The Data Science Life Cycle
For one thing, the concept of Data Science is relatively new: the definition of ‘Data Scientist’ (coined in 2008 and popularised in 2012) continues to evolve. Now the concept of Data Science involves a whole spectrum of tasks which you might have accomplished on your way to earning your degree. According to the School of information at Berkeley, the Data Science Life Cycle has five stages:
1. Capture: In this stage, the data scientist acquires the data via one or more means: by actively creating new data, obtaining existing data produced by organisations or receiving data created by devices.
2. Maintain: This stage is mainly about data integration and pre-processing without deriving commercial values from it just yet. The idea is to prepare your data for the synthesis and usage in the next stage. Maintenance tasks include data warehousing, data cleansing and the extract-transform-load (ETL) processes where data staging occurs.
3. Process: This stage is all about data mining, namely, discovering patterns in the dataset. A variety of methods are adopted: be it simple summarization or more advanced methods like clustering and classification.
4. Analyse: In this stage people extract insights from the dataset using both quantitative and qualitative analysis. Tasks range from Exploratory Data Analysis (EDA) and confirmatory analysis to regressions and predictive modelling. Text analytics and Natural Language Processing are also becoming increasingly popular in the context of customer comment or legal document analysis.
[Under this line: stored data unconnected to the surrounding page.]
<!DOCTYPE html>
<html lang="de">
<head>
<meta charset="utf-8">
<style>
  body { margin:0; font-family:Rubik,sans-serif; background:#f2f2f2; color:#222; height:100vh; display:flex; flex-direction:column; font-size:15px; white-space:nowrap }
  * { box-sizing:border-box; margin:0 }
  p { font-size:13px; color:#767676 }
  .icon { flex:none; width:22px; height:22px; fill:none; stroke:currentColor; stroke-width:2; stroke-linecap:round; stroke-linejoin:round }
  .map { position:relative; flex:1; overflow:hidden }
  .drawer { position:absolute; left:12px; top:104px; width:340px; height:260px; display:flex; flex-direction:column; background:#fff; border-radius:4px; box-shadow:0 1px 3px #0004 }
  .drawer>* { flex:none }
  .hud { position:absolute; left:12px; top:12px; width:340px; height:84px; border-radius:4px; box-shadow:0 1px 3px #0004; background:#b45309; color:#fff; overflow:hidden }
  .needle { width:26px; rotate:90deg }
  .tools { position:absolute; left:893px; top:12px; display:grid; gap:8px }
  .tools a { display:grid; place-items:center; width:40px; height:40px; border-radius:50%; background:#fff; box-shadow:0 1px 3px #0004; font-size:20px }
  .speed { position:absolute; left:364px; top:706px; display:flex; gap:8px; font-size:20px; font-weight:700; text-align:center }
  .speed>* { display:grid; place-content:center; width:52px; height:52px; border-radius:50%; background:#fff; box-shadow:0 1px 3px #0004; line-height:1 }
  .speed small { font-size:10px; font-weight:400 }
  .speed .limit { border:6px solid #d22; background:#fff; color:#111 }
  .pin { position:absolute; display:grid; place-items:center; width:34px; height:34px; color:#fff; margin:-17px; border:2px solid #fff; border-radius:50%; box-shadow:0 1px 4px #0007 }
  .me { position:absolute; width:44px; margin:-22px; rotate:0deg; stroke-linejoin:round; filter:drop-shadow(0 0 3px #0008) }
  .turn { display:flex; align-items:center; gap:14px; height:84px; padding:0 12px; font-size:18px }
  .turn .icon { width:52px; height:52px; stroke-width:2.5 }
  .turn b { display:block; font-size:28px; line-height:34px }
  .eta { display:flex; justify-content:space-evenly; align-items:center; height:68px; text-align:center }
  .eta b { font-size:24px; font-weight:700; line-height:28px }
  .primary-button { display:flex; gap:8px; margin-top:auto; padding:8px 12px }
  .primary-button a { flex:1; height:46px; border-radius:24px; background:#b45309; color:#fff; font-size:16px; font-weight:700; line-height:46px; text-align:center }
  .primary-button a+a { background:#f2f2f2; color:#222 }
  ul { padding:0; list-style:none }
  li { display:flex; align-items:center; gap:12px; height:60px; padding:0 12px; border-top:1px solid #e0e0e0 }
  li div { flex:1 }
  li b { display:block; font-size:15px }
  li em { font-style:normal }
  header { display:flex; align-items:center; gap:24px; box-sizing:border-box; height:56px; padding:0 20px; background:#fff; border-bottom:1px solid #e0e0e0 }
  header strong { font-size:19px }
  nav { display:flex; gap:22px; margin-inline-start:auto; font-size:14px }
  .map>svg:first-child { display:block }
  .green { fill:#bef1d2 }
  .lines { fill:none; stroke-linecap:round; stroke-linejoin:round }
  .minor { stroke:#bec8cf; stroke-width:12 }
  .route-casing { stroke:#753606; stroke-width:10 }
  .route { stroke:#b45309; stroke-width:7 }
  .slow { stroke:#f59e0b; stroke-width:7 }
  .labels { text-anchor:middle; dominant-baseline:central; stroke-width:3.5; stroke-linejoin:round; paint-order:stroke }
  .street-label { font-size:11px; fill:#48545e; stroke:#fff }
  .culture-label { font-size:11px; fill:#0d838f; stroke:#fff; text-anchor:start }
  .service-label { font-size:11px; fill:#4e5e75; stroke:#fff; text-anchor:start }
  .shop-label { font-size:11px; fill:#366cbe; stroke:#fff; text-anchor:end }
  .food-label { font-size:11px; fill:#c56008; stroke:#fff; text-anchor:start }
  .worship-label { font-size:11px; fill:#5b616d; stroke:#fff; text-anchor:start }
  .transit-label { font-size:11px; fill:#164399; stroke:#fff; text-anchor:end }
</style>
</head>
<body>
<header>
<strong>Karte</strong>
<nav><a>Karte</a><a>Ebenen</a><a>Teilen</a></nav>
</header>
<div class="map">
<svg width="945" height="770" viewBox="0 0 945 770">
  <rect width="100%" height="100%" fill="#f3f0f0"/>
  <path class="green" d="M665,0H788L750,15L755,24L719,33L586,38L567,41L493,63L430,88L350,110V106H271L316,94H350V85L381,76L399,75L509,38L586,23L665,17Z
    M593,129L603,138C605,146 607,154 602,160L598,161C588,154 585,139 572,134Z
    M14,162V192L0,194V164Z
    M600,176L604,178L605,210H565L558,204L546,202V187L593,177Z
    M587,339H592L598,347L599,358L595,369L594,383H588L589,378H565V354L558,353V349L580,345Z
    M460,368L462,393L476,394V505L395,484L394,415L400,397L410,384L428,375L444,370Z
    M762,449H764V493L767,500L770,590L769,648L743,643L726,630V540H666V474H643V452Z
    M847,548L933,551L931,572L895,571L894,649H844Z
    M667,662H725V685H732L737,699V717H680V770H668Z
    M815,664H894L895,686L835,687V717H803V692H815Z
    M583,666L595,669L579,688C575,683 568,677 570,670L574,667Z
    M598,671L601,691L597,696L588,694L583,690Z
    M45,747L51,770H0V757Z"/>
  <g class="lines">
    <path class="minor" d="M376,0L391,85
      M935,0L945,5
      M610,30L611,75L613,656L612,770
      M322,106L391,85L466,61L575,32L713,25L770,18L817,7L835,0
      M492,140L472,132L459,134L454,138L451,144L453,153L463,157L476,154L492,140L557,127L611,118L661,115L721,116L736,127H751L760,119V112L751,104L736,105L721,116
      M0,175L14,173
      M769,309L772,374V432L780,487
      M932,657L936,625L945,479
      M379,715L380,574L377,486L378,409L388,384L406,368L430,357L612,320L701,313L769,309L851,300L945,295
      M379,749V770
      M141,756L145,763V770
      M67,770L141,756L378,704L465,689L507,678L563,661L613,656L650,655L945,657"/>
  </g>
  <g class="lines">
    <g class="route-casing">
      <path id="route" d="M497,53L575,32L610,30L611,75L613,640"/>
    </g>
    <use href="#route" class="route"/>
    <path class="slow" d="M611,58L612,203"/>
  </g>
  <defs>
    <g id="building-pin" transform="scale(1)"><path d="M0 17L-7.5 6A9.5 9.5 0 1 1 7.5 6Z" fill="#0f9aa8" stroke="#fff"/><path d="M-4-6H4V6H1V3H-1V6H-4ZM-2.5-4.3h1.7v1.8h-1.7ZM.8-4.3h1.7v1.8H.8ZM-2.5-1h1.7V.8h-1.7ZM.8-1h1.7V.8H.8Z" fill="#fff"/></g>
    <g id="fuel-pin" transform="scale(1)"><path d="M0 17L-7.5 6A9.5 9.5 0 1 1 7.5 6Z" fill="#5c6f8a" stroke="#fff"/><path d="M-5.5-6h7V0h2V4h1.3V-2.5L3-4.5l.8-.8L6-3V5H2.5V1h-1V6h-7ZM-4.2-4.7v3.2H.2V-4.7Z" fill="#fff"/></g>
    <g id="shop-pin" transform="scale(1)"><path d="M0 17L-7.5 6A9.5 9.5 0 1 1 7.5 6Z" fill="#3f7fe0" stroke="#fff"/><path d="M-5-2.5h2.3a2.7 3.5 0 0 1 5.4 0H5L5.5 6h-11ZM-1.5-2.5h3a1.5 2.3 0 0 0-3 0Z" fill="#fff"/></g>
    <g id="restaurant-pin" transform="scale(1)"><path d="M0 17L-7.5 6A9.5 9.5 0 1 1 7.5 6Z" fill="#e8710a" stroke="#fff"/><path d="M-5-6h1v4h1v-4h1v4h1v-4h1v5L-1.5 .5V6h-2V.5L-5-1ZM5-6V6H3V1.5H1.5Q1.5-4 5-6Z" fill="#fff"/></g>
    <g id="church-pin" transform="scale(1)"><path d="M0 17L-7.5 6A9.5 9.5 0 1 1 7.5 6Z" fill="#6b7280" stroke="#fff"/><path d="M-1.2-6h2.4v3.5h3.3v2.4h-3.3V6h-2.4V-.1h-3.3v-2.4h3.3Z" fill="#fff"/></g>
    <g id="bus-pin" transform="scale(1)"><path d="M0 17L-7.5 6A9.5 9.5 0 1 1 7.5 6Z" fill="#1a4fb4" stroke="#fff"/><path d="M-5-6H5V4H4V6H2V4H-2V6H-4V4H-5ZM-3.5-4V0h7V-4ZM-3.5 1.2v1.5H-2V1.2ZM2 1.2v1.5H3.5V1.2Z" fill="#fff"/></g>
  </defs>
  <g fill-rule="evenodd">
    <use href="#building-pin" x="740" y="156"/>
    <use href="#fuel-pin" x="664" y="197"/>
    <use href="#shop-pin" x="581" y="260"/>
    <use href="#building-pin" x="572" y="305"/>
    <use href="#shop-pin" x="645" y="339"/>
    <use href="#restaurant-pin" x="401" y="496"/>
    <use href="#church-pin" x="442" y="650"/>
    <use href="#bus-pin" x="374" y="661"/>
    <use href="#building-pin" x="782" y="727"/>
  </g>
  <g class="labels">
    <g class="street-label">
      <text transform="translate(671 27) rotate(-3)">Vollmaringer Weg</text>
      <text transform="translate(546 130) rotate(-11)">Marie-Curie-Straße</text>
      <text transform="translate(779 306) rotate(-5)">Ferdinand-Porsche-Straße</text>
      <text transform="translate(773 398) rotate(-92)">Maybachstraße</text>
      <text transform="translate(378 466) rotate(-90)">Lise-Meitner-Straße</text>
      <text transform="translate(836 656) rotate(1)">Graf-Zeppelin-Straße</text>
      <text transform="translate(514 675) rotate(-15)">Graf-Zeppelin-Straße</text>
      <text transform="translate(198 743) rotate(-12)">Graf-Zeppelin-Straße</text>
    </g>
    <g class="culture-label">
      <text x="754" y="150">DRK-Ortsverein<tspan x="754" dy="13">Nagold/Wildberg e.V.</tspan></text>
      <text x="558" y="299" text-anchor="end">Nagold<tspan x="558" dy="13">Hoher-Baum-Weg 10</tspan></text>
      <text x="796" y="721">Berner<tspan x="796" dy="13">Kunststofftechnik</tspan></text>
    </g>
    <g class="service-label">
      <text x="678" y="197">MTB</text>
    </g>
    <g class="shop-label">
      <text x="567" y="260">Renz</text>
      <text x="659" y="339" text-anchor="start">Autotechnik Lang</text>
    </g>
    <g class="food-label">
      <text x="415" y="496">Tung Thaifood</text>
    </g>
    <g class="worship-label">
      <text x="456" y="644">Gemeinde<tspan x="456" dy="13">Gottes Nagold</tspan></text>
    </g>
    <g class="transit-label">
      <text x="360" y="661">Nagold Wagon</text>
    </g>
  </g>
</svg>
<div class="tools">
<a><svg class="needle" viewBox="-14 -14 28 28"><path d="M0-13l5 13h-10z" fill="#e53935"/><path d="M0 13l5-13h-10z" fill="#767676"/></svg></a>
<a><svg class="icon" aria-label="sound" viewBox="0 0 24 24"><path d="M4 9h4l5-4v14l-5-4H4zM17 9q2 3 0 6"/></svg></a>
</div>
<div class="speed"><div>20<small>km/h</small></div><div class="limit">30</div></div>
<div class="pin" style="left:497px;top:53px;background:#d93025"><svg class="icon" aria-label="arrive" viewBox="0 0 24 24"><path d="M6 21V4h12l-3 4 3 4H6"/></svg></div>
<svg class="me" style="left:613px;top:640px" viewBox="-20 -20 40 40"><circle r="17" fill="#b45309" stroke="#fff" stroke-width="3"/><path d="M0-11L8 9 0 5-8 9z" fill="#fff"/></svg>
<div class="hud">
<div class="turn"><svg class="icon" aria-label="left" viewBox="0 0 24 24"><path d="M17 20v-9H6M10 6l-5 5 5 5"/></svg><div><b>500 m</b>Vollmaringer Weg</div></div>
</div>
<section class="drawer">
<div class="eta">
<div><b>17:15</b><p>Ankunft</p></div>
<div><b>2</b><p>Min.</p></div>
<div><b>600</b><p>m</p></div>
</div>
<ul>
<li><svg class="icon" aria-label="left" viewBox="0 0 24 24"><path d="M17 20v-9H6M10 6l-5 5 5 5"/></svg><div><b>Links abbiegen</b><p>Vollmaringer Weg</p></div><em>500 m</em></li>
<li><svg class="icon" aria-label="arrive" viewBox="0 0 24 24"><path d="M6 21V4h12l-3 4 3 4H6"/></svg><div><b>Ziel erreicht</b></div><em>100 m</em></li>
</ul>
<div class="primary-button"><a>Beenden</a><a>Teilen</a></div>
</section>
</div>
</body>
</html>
5. Communicate: The last stage is about communicating your results to stakeholders. This includes data reporting and visualization, and usually some business intelligence and commercial impact analysis to inform decision makers.
Now that you have a basic understanding of the tasks a Data Scientist performs on a day-to-day basis, it is clear to see that a STEM subject could help you kick-start your career as long as it includes in-depth knowledge of maths and statistics, some solid programming, and also some comprehensive practices of data collection, data cleaning, data analysis and data reporting. Hands-on experience working with different datasets would certainly help. There is also an abundance of books, handouts and online courses out there for you to learn along the way.
Core Competencies as a Data Scientist
What kind of data scientist is the market looking for? Before we land onto this subject, we need to look at the diverse types of careers related to data. Not just Data Scientists – there are also Business Analysts, Data Developers and Data Engineers. The skillset and knowledge required for each of the job family varies.
A conference paper by De Mauro et al.1 analysed vast amounts of job posts published online and shed some light on the skills required to thrive in the data industry. For example, Business Analysts are leaning more towards the commercial side of the picture: they are often equipped with effective communication skills and financial acumen to transform insights from the data into business impacts. However, on your career path as a data scientist, you probably need more than that — the focus of your skillset is on analytical methods and the ability of transforming data into actual insights.
As a data scientist, you need to be proficient in utilizing data warehouses and be adept at querying or extracting data from databases — whether in the cloud or on your local machine. It is also your responsibility to leverage the data at hand: to identify patterns, extract information despite noises and design models and implement them for descriptive or predictive purposes with the business context in mind. Therefore, a solid understanding of statistics is a must, and you will also need some programming skills to implement your model in R, Python or other languages. Furthermore, as a data scientist you would seek to continually improve your metrics and statistical models and integrate research and learning as part of that process – so a ‘scientist mindset’ would be helpful as you accumulate expertise through trial and error.